Exactly 245 years ago today, on Friday 26 August 1768, HM bark Endeavour was completing for sea in Plymouth Sound, her master, Lieutenant James Cook, noting final preparations in his log: ‘Moderate and Cloudy Weather; at 8 A.M. received on board 2 Tuns Beer & 4 Tons Water, returned Empty Casks & Loosed the Foresail as Signal for Sailing.’ Then at 2 p.m, with the wind north-by-west, he added, ‘Fresh gale and fair weather, Weigh’d and came to Sail.’
So – routinely and without fanfare - began a voyage that would circle the world, only returning in July 1771. It would set the model for sea-borne exploration and discovery through the rest of the age of sail and well beyond, since its principles are still familiar today. Its mission was above all for knowledge: to observe a rare astronomical event from the Pacific; to see if a fabled ‘great southern continent' really existed; to record so far uncharted seas and coasts for the furtherance of trade and (possibly) British colonization; and it also set sail with enlightened and clear instructions about observing as yet unknown societies and treating them with respect, however alien their cultures and practices. Not all who sailed would return, but the expedition was also unprecedented for losing no-one to scurvy (vitamin-C deficiency) and the other familiar causes of poor shipboard diet and hygiene, owing to Cook’s strict and healthy regime. Deaths were solely caused by accidents, natural illness and (above all) tropical fevers caught late in the voyage as the ship underwent long repair in the Dutch shipyard at Batavia (Jakarta), Indonesia.
Unusual, too, was the complement carried for so small a vessel – a former Whitby collier of only 368 tons burthen and 106 feet long, which would normally have a crew of around six to ten. In all there were 98 on board, including three junior lieutenants and a party of marines (normally there would have been no ‘sea-soldiers’, with only the commander being a commissioned Royal Naval officer), plus an official Royal Society astronomer with his servant. In addition there was an entirely novel private-enterprise element, travelling at the expense of its leader and employer, Joseph Banks Esquire FRS, ‘a Gentleman of large fortune…well versed in natural history’.
Banks –then aged 25 - was an enlightened and effective Lincolnshire landowner, who wished to pursue his interests in exotic botany and had persuaded both the Royal Society and Admiralty that public benefit would come from inclusion of his scientific ‘suite’ of nine. Apart from himself this comprised his librarian, Dr Daniel Solander, and secretary, Dr Herman Spöring – both Swedish, both botanists and the former a pupil of the great Linnaeus.

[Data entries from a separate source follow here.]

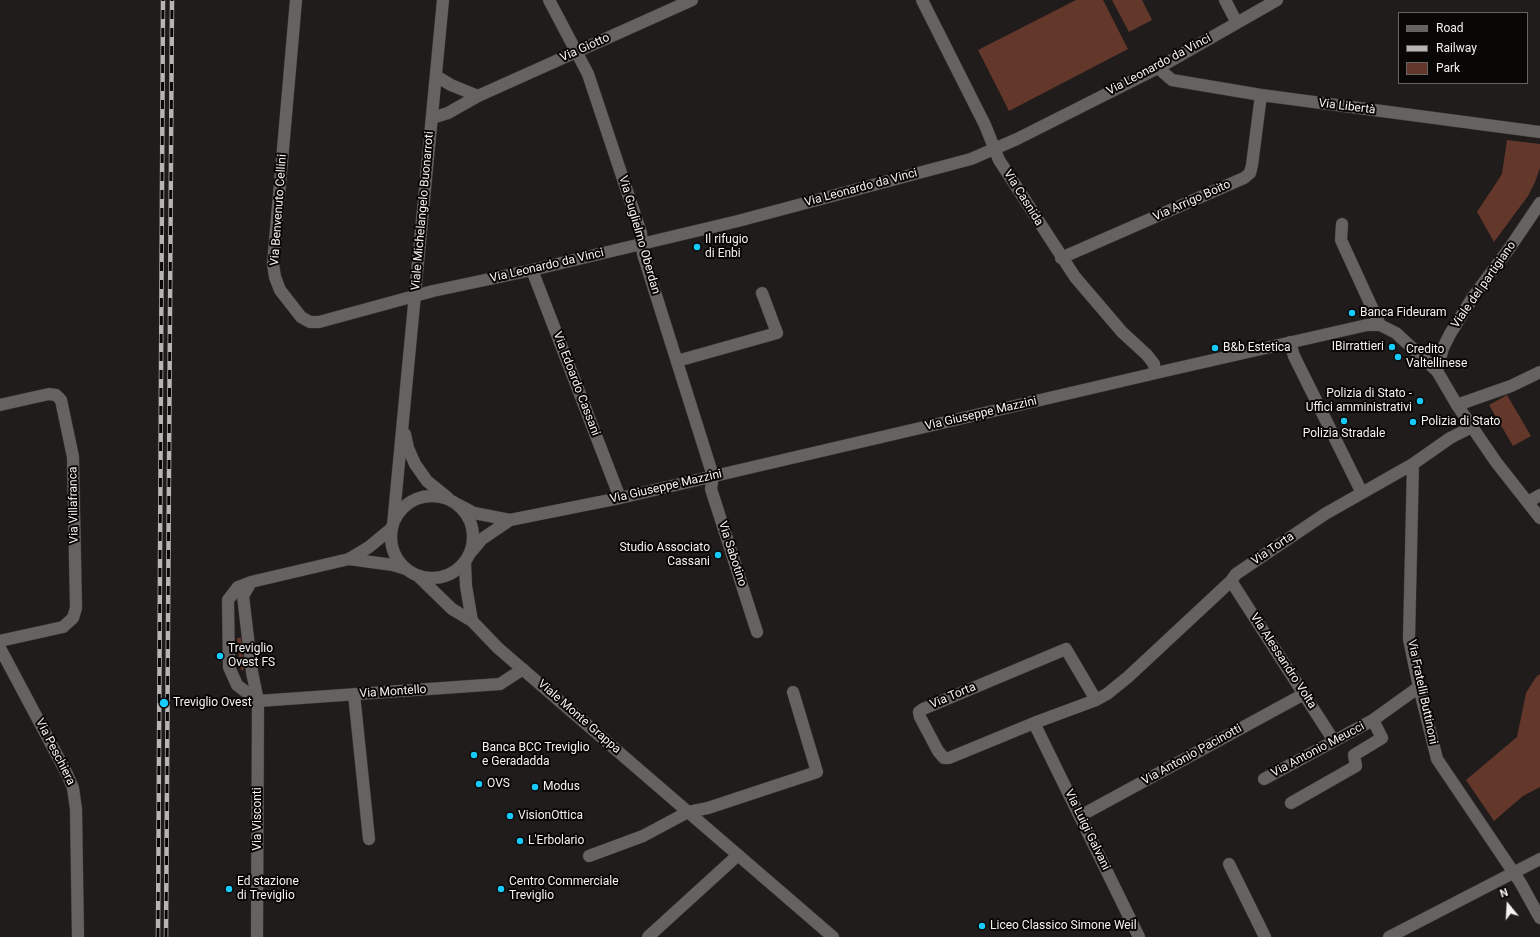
<!DOCTYPE html>
<meta charset="utf-8">
<style>
body{margin:0}
#map{position:relative;width:1540px;height:937px;overflow:hidden;background:#1f1c1b;font-family:Roboto,sans-serif}
canvas{display:block}
.legend{position:absolute;left:1398px;top:12px;width:130px;height:72px;box-sizing:border-box;background:#080706;border:1px solid #666564;margin:0;padding:5px 7px;list-style:none;font-size:12px;color:#f4f1f1}
.legend li{display:flex;align-items:center;gap:8px;height:20px}
.legend b{width:20px;border:1px solid #666564}
.north{position:absolute;left:1488px;top:885px;width:40px;height:40px;-webkit-text-stroke:3px #080706;paint-order:stroke;rotate:342deg;font-size:11px;font-weight:700;line-height:16px;text-align:center;color:#f4f1f1}
.north::after{content:'';display:block;margin:auto;width:14px;height:18px;background:#f4f1f1;clip-path:polygon(50% 0,100% 100%,50% 72%,0 100%)}
</style>
<div id="map">
<canvas width="1540" height="937"></canvas>
<ul class="legend">
<li><b style="height:5px;background:#666261"></b>Road</li>
<li><b style="height:5px;background:#b7b4b3"></b>Railway</li>
<li><b style="height:11px;background:#63372a"></b>Park</li>
</ul>
<div class="north">N</div>
</div>
<script>
const ctx = document.querySelector('canvas').getContext('2d');
ctx.lineJoin = 'round';
function fillPath(path, color) {
  ctx.fillStyle = color;
  ctx.fill(path, 'evenodd');
}
function shape(rows) {
  const path = new Path2D();
  for (const r of rows) {
    if (r.length === 3) {
      path.moveTo(r[0] + r[2], r[1]);
      path.arc(r[0], r[1], r[2], 0, 2 * Math.PI);
      continue;
    }
    path.moveTo(r[0], r[1]);
    for (let i = 2; i < r.length; i += 2) path.lineTo(r[i], r[i + 1]);
  }
  return path;
}
function trace(path, color, width, dash) {
  ctx.strokeStyle = color;
  ctx.lineWidth = width;
  ctx.lineCap = dash ? 'butt' : 'round';
  ctx.setLineDash(dash || []);
  ctx.stroke(path);
}
function label(font, color, halo, rows, align = 'center') {
  ctx.font = font + ' Roboto,sans-serif';
  ctx.lineWidth = 4;
  ctx.setLineDash([]);
  ctx.textBaseline = 'middle';
  ctx.strokeStyle = halo;
  ctx.fillStyle = color;
  for (const [text, x, y, turn = 0] of rows) {
    ctx.save();
    ctx.translate(x, y);
    ctx.rotate((+turn || 0) * Math.PI / 180);
    ctx.textAlign = isNaN(turn) ? turn : align;
    if (halo) ctx.strokeText(text, 0, 0);
    ctx.fillText(text, 0, 0);
    ctx.restore();
  }
}
fillPath(shape([
 [1076,0,1103,0,1128,49,1009,111,978,50],
 [1112,0,1142,0,1152,20,1129,32],
 [1507,140,1540,144,1540,168,1535,182,1528,196,1494,242,1477,212,1502,174],
 [1507,395,1531,436,1513,446,1489,405],
 [237,638,241,638,244,667,243,671,240,668],
 [1540,674,1540,787,1523,796,1494,821,1466,780,1517,737,1526,693,1536,677]
]), '#63372a');
const street = shape([
 [296,0,273,264,275,277,280,290,301,317,310,322,319,322,433,291,532,270,738,221,971,159,1017,139,1158,68,1277,0],
 [549,0,588,74,641,233,643,254,713,476,711,489,757,632],
 [922,0,985,125,999,160,1075,277,1122,332,1147,355,1154,364,1155,373],
 [1225,0,1237,23],
 [1158,68,1172,80,1261,95,1540,132],
 [436,76,451,85,478,96],
 [432,118,448,113,478,96,692,0],
 [1342,224,1341,240,1380,325],
 [1061,258,1244,178,1250,173,1252,165,1261,95],
 [532,270,620,498],
 [1290,342,1294,356,1362,493],
 [677,361,777,333,762,293],
 [0,405,49,394,56,395,61,400,73,457,76,608,73,618,63,627,0,641],
 [1457,405,1511,386,1540,372],
 [1413,464,1409,639,1419,687,1437,759,1520,882,1540,918],
 [1528,502,1540,495],
 [459,505,474,513,510,520],
 [472,551,482,539,510,520,620,498,1169,370,1367,325,1380,325,1396,333,1437,371],
 [349,559,393,565,406,569],
 [1231,581,1334,741],
 [251,582,243,596,252,672,258,701,257,937],
 [0,648,67,774,73,788,76,809,78,937],
 [354,694,369,839],
 [1096,700,1066,649,923,709,919,712,920,717,938,751,944,758,949,758,1034,723,1096,700,1107,694,1128,677,1231,581,1236,574,1325,514,1413,464,1450,438,1472,427],
 [258,701,237,685,229,667,228,600,238,587,251,582,349,559,369,547,392,528],
 [258,701,500,684,523,669],
 [1034,723,1139,937],
 [1264,779,1373,720,1419,687],
 [1291,803,1356,766,1354,755,1382,738,1373,720],
 [1080,816,1304,694],
 [589,856,643,836,688,812,708,808,817,772,793,692],
 [1229,864,1265,937],
 [648,937,738,855],
 [1389,937,1540,859]
]);
const secondary = shape([
 [1540,203,1511,246,1473,297,1450,334,1443,348,1437,371,1457,405,1496,462,1540,518],
 [405,434,408,448,415,464,427,481,448,498],
 [432,537,41],
 [393,525,443,0],
 [465,563,466,586,472,621],
 [417,575,452,609,472,621,498,648,833,937]
]);
trace(street, '#383635', 13);
trace(secondary, '#383635', 13);
trace(street, '#666261', 12);
trace(secondary, '#666261', 12);
const rail = shape([
 [158,937,163,0],
 [166,937,172,0]
]);
trace(rail, '#b7b4b3', 4.5);
trace(rail, '#080706', 3, [9]);
for (const [x, y, r, color] of [
 [697,247,4,"#16cafb"],
 [1352,313,4,"#16cafb"],
 [1392,347,4,"#16cafb"],
 [1215,348,4,"#16cafb"],
 [1398,357,4,"#16cafb"],
 [1420,401,4,"#16cafb"],
 [1344,421,4,"#16cafb"],
 [1413,422,4,"#16cafb"],
 [718,555,4,"#16cafb"],
 [220,656,4,"#16cafb"],
 [164,703,5,"#16cafb"],
 [474,755,4,"#16cafb"],
 [479,784,4,"#16cafb"],
 [535,787,4,"#16cafb"],
 [510,816,4,"#16cafb"],
 [520,841,4,"#16cafb"],
 [229,889,4,"#16cafb"],
 [501,889,4,"#16cafb"],
 [982,926,4,"#16cafb"]
]) {
  const dot = new Path2D();
  dot.arc(x, y, r, 0, 2 * Math.PI);
  ctx.fillStyle = color;
  ctx.fill(dot);
  trace(dot, '#080706', 1.5);
}
label('12px', '#f4f1f1', '#080706', [
 ["Via Giotto",585,48,-24],
 ["Via Leonardo da Vinci",1159,65,-28],
 ["Via Libertà",1347,107,7],
 ["Via Leonardo da Vinci",861,188,-15],
 ["Via Casnida",1023,198,58],
 ["Via Arrigo Boito",1192,201,-24],
 ["Via Benvenuto Cellini",279,210,-86],
 ["Viale Michelangelo Buonarroti",423,211,-85],
 ["Via Guglielmo Oberdan",639,235,74],
 ["Via Leonardo da Vinci",547,266,-13],
 ["Viale del partigiano",1484,285,-55],
 ["Via Edoardo Cassani",576,384,69],
 ["Via Giuseppe Mazzini",981,414,-13],
 ["Via Giuseppe Mazzini",666,487,-13],
 ["Via Villafranca",74,505,-91],
 ["Via Torta",1273,549,-34],
 ["Via Sabotino",732,554,72],
 ["Via Alessandro Volta",1283,661,57],
 ["Via Montello",393,692,-4],
 ["Via Fratelli Buttinoni",1422,692,78],
 ["Via Torta",953,696,-23],
 ["Viale Monte Grappa",579,717,41],
 ["Via Antonio Meucci",1318,750,-28],
 ["Via Peschiera",55,752,63],
 ["Via Antonio Pacinotti",1192,755,-29],
 ["Via Visconti",258,819,-90],
 ["Via Luigi Galvani",1087,830,64]
]);
label('12px', '#f4f1f1', '#080706', [
 ["Il rifugio",705,240],
 ["di Enbi",705,254],
 ["Banca Fideuram",1360,313],
 ["IBirrattieri",1384,347,"right"],
 ["B&b Estetica",1223,348],
 ["Credito",1406,350],
 ["Valtellinese",1406,364],
 ["Polizia di Stato -",1412,394,"right"],
 ["Uffici amministrativi",1412,408,"right"],
 ["Polizia di Stato",1421,422],
 ["Polizia Stradale",1344,434,"center"],
 ["Studio Associato",710,548,"right"],
 ["Cassani",710,562,"right"],
 ["Treviglio",228,649],
 ["Ovest FS",228,663],
 ["Treviglio Ovest",173,703],
 ["Banca BCC Treviglio",482,748],
 ["e Geradadda",482,762],
 ["OVS",487,784],
 ["Modus",543,787],
 ["VisionOttica",518,816],
 ["L'Erbolario",528,841],
 ["Ed stazione",237,882],
 ["di Treviglio",237,896],
 ["Centro Commerciale",509,882],
 ["Treviglio",509,896],
 ["Liceo Classico Simone Weil",990,926]
], 'left');
</script>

There were also his two artists, of whom the landscape painter (Alexander Buchan) died of epilepsy early in the voyage and the botanical specialist, Sydney Parkinson, from Batavian fever later on – though after making well over 1000 still-surviving drawings of all sorts: there were also four servants (two being black) and Banks’s two greyhounds. Neither of the dogs reached England again, but when the ship was being repaired on the east coast of Australia after being holed on the Great Barrier reef, the then sole survivor helped bring down the first kangaroos that the party were able to examine, of which – later in London - George Stubbs used a skin, skulls and sketches by Parkinson to paint this strange animal for Banks.
Cook’s discovery that kangaroo also ‘made excellent food’, however, was in July 1770 and still long ahead. Meanwhile, Endeavour rounded Rame Head and saw England slowly dip below the horizon. Under easy sail, and in fair late-summer weather, she steadily ploughed south-west from Plymouth on the first outward leg of her voyage, to resupply with fresh food and water in the Portuguese anchorage of Funchal, Madeira, between 13 and 19 September 1768. That’s not a bad passage in a beamy north-eastern collier, and I shall think of them as my plane lands at Funchal for a summer break looking out across the same sunny roadstead.